(Stored data entries)

=== Section Start ===

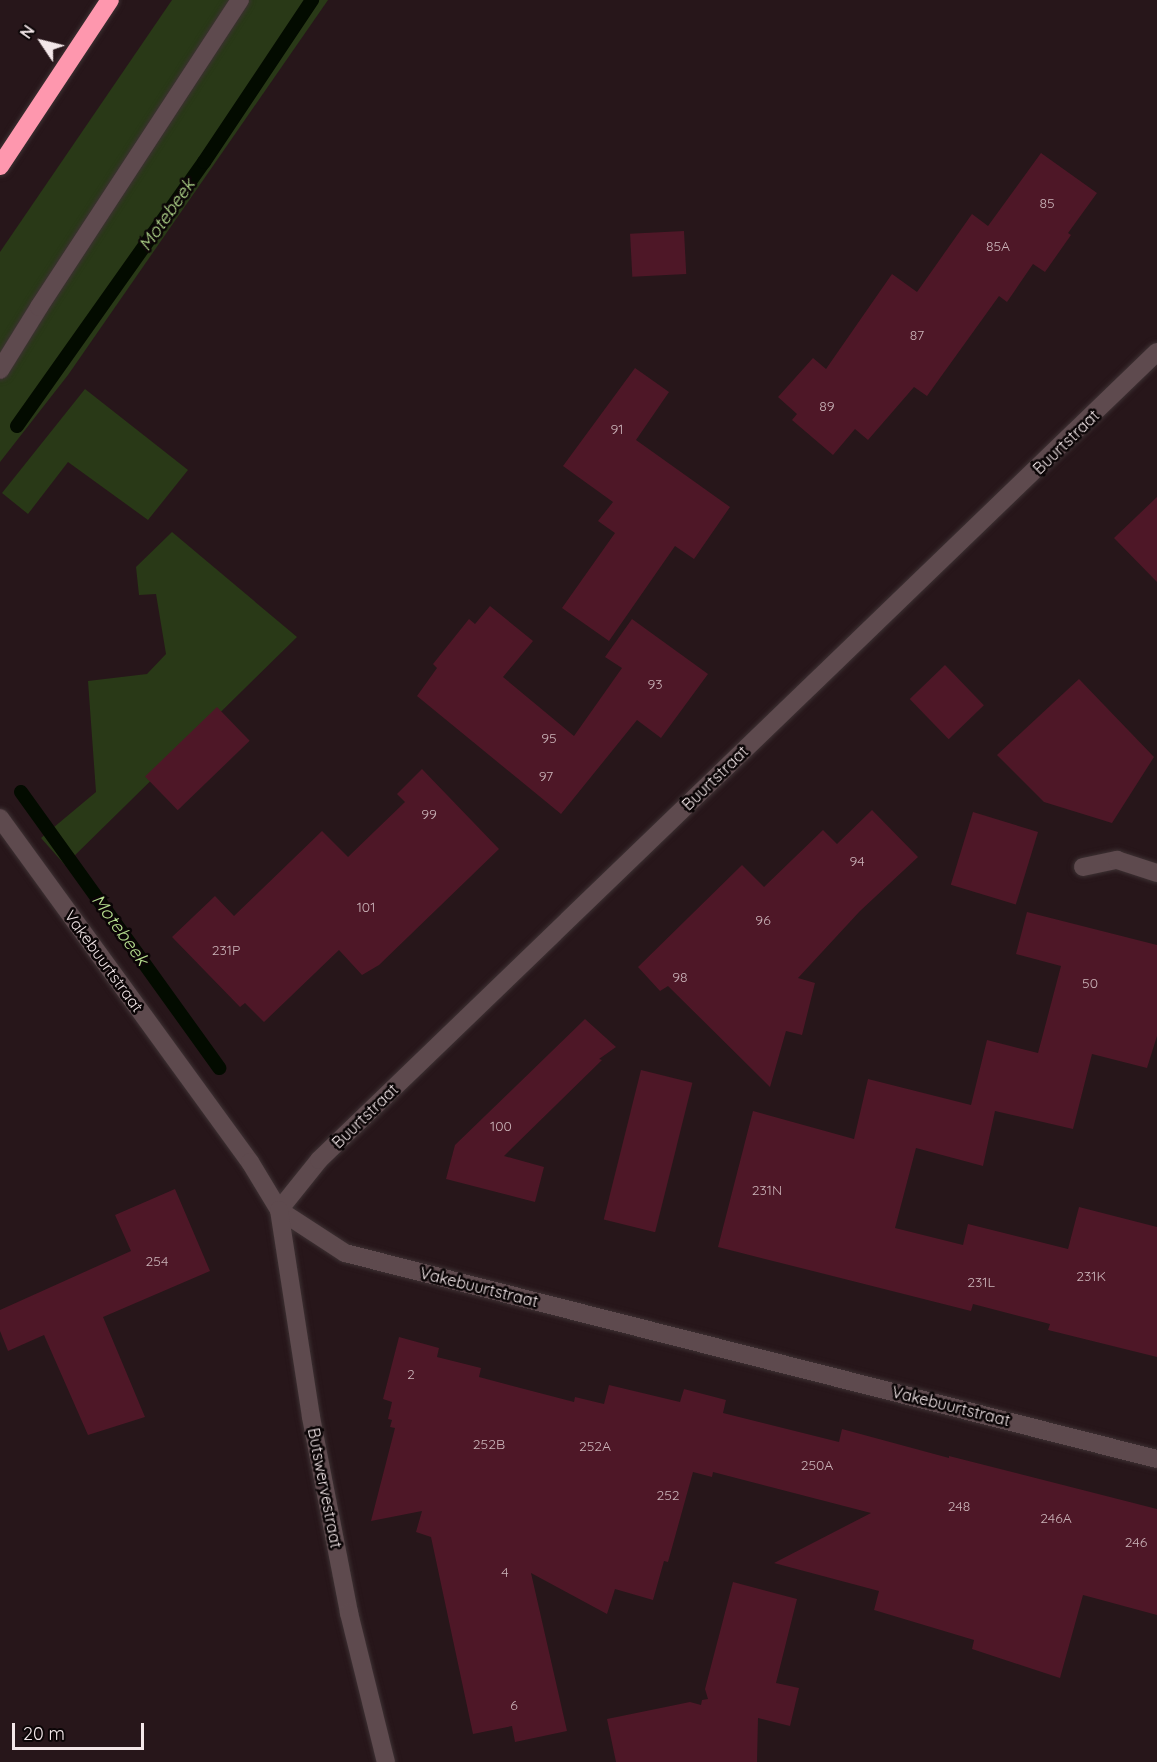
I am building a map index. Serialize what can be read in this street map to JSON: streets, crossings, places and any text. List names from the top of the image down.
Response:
{
  "streets": {
    "street": ["Buurtstraat", "Vakebuurtstraat", "Butswervestraat"]
  },
  "crossings": [
    ["Buurtstraat", "Vakebuurtstraat"],
    ["Buurtstraat", "Butswervestraat"],
    ["Vakebuurtstraat", "Butswervestraat"]
  ],
  "water": ["Motebeek"],
  "house_numbers": [
    "85",
    "85A",
    "87",
    "89",
    "91",
    "93",
    "95",
    "97",
    "99",
    "94",
    "101",
    "96",
    "231P",
    "98",
    "50",
    "100",
    "231N",
    "254",
    "231K",
    "231L",
    "2",
    "252B",
    "252A",
    "250A",
    "252",
    "248",
    "246A",
    "246",
    "4",
    "6"
  ],
  "scale_bar": "20 m",
  "north": "top left"
}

=== Section End ===

Once the pictures are removed, output the entries above exactly as given.

I am building a map index. Serialize what can be read in this street map to JSON: streets, crossings, places and any text. List names from the top of the image down.
Response:
{
  "streets": {
    "street": ["Buurtstraat", "Vakebuurtstraat", "Butswervestraat"]
  },
  "crossings": [
    ["Buurtstraat", "Vakebuurtstraat"],
    ["Buurtstraat", "Butswervestraat"],
    ["Vakebuurtstraat", "Butswervestraat"]
  ],
  "water": ["Motebeek"],
  "house_numbers": [
    "85",
    "85A",
    "87",
    "89",
    "91",
    "93",
    "95",
    "97",
    "99",
    "94",
    "101",
    "96",
    "231P",
    "98",
    "50",
    "100",
    "231N",
    "254",
    "231K",
    "231L",
    "2",
    "252B",
    "252A",
    "250A",
    "252",
    "248",
    "246A",
    "246",
    "4",
    "6"
  ],
  "scale_bar": "20 m",
  "north": "top left"
}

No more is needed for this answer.